Despite what radical intellectuals often think, workers know quite a bit about where they are situated within the class society. Thus, it's typical for members of the worker elite to identify themselves as middle class, though of course some workers may adopt that term merely as an inspiration. For the most part, workers decide that they are middle class on a very practical basis: their distinct, all-around preferential status as wage earners, consumers, and "citizens." These workers believe themselves to be separate in essential ways from the proletariat. We should take this perception seriously!

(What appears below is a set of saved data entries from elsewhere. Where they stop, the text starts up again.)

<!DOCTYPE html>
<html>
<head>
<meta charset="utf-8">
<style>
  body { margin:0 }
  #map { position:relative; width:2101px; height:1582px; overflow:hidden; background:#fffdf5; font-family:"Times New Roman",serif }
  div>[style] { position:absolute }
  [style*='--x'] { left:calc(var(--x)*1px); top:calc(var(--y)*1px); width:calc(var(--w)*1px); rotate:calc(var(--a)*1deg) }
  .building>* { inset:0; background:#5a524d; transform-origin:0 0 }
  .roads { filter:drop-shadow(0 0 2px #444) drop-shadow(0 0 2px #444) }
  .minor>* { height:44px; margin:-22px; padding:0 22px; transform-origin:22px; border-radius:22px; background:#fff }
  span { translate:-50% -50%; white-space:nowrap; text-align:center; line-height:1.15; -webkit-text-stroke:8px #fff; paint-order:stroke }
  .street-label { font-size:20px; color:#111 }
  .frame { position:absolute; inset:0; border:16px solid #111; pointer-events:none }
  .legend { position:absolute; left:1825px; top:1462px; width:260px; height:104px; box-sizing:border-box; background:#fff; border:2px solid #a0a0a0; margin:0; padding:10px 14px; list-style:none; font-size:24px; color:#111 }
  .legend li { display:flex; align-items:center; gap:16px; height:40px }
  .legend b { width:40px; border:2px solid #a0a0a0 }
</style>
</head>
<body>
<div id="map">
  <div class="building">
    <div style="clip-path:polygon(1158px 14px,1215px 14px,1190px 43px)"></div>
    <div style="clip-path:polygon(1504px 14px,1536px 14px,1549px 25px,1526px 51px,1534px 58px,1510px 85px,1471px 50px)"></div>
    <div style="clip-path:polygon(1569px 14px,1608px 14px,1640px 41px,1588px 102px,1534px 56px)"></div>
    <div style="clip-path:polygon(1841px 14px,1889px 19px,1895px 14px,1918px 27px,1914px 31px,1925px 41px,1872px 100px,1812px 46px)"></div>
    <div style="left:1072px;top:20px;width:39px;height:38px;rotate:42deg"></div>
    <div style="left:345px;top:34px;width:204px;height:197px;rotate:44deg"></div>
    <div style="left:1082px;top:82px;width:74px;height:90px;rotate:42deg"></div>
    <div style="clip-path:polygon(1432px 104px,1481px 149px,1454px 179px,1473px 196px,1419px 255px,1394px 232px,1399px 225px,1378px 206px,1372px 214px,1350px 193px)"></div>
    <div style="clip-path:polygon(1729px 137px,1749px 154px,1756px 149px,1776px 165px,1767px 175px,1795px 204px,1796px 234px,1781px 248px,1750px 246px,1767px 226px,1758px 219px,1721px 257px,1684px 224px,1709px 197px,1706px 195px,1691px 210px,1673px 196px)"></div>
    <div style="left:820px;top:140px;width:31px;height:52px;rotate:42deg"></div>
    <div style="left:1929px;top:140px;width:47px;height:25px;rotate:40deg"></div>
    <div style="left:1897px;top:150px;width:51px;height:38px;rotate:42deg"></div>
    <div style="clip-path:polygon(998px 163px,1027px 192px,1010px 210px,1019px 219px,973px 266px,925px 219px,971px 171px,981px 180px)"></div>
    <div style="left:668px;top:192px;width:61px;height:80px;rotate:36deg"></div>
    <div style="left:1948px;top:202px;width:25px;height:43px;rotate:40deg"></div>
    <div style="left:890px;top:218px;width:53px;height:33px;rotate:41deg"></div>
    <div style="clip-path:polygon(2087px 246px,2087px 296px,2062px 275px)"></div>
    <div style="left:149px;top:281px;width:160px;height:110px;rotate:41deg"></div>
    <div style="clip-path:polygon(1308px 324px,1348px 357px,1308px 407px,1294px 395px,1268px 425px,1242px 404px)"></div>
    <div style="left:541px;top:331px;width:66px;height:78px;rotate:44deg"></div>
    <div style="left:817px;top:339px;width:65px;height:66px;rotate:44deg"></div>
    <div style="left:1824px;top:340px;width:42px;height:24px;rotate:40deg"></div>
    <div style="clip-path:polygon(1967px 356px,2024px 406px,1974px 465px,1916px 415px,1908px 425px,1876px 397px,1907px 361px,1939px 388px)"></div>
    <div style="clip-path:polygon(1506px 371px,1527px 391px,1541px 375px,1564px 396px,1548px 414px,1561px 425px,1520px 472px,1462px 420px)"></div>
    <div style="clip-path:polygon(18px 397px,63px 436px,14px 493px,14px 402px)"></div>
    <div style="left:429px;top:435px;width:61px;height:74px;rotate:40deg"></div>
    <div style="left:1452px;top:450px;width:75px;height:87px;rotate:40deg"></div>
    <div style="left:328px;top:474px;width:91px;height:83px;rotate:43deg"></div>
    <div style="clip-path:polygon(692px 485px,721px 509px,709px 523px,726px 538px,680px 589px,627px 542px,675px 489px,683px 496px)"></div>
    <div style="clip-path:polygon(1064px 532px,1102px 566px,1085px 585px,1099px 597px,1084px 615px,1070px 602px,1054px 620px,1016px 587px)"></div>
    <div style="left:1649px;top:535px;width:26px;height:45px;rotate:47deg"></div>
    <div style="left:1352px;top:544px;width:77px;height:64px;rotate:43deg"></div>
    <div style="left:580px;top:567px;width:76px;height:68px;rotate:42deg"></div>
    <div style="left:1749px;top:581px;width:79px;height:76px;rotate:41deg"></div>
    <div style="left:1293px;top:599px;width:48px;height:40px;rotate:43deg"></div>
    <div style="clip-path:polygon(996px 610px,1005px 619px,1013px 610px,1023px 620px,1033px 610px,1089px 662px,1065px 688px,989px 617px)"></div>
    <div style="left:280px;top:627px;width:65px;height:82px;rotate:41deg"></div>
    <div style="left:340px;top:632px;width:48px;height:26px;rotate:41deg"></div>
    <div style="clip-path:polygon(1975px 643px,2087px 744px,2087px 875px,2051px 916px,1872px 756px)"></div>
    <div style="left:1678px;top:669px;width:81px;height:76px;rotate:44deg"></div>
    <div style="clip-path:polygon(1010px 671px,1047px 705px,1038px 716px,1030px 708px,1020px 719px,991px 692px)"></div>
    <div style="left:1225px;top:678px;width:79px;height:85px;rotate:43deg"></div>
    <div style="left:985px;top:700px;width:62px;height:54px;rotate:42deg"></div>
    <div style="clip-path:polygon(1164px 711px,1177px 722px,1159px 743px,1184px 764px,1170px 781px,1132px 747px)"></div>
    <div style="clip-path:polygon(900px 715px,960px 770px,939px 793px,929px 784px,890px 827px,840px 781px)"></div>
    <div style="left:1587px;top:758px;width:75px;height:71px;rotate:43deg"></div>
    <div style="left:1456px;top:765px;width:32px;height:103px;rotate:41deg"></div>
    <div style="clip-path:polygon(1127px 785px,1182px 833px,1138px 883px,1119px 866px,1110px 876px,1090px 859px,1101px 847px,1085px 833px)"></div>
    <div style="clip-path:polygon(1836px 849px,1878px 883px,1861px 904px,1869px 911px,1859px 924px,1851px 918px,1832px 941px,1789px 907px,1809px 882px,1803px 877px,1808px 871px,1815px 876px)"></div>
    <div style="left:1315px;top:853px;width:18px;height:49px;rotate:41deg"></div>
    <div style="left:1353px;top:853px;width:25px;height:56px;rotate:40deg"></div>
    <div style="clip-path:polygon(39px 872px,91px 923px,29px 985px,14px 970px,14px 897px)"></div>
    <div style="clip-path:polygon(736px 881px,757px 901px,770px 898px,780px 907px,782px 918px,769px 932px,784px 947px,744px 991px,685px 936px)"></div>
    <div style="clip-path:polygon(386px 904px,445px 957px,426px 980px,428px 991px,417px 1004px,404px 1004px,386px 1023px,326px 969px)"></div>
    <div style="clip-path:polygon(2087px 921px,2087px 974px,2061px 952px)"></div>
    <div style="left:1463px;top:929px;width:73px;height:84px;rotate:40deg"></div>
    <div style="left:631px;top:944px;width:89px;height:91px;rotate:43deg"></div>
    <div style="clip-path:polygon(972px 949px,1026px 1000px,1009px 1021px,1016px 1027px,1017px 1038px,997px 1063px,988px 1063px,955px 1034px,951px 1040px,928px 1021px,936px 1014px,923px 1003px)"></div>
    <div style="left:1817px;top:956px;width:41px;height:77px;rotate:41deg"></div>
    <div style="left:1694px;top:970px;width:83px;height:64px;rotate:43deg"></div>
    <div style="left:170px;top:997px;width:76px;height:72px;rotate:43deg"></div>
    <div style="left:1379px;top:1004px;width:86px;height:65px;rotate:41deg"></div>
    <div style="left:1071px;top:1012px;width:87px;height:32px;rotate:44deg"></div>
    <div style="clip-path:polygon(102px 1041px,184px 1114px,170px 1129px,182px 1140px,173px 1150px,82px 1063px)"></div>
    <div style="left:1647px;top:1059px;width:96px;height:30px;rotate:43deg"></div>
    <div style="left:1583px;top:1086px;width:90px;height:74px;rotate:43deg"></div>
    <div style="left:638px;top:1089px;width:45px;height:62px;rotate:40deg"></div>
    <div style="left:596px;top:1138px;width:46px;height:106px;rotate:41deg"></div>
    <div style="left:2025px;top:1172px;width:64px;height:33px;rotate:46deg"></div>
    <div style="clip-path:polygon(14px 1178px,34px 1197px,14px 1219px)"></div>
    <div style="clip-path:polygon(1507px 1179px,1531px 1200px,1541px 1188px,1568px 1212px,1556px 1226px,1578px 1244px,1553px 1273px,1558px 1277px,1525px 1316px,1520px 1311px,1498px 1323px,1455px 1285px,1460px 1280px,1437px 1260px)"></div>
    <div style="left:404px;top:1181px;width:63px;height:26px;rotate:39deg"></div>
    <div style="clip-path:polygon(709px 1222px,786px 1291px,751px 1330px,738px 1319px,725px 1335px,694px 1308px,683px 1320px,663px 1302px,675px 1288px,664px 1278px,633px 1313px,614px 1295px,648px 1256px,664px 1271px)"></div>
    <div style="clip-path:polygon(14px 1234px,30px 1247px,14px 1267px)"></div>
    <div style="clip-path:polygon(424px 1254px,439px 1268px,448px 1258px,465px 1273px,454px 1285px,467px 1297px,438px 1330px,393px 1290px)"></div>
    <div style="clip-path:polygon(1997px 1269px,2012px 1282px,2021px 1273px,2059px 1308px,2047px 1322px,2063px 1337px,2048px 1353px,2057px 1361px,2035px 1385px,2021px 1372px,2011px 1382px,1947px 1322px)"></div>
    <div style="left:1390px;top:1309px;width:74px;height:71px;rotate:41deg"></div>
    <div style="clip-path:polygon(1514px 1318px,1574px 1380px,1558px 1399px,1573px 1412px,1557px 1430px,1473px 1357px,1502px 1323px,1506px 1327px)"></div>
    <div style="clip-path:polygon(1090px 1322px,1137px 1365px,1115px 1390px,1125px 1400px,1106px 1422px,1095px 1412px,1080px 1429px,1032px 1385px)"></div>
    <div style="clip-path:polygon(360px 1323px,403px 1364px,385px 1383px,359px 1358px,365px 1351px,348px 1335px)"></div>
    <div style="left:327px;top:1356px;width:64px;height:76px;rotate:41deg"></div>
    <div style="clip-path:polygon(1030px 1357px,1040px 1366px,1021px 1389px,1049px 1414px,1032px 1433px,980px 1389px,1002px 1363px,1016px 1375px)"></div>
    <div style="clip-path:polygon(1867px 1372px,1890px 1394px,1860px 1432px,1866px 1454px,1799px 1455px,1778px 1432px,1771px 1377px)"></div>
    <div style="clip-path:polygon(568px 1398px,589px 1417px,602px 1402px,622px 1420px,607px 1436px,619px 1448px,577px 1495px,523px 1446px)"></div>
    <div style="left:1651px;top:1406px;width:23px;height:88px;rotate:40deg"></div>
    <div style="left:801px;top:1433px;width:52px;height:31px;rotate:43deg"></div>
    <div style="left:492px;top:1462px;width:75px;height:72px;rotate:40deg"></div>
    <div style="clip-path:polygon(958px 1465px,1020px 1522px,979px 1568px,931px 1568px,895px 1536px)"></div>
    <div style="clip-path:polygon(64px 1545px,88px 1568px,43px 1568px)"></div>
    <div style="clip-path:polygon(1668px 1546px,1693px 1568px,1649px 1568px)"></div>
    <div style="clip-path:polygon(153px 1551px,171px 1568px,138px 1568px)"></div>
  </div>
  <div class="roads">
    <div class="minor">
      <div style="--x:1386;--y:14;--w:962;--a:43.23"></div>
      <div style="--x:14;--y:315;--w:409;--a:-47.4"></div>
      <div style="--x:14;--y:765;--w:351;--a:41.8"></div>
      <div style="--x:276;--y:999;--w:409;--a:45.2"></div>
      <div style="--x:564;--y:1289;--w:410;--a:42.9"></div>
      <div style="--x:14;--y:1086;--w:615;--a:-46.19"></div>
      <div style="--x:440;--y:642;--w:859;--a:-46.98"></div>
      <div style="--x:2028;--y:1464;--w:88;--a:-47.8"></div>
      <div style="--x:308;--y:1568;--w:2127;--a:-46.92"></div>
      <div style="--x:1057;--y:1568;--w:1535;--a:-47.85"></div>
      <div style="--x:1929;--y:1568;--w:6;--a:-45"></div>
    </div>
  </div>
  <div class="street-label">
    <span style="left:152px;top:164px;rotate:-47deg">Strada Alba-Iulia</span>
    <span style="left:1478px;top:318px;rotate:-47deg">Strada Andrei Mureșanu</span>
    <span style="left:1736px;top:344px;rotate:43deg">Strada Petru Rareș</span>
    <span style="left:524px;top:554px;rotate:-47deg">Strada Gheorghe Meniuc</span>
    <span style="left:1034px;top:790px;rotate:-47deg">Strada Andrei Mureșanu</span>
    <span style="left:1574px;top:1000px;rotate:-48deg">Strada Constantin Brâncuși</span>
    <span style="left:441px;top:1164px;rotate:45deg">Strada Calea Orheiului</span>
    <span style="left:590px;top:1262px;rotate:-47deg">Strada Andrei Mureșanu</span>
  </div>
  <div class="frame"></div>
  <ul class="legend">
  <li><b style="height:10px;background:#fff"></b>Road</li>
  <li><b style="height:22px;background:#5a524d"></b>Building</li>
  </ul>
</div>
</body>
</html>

From the author's preface: "These notes take a critical view of the role of the worker elite under capitalism. That doesn't mean I hate middle class workers. I'm one myself. I don't hate intellectuals or farmers or shopkeepers either. Middle class people aren't free under this system. And ultimately we can make individual choices; we can resist capitalism or not.
"What I have learned to hate are the illusions and the opportunism that go along with middle class privilege. These are what continuously persude the worker elite to join the other middle classes in embracing capitalism. They also motivate the class to manipulate, dominate, and strnagle the freedom struggles of other workers for its own benefit.
"The main force for revolution will come from within the working class. I believe that today, more than ever. But it will not come from the privileged worker elite. That's a deadly lie that has helped destroy the hopes of generations of radical activists and, more important, the hopes of generations of oppressed people."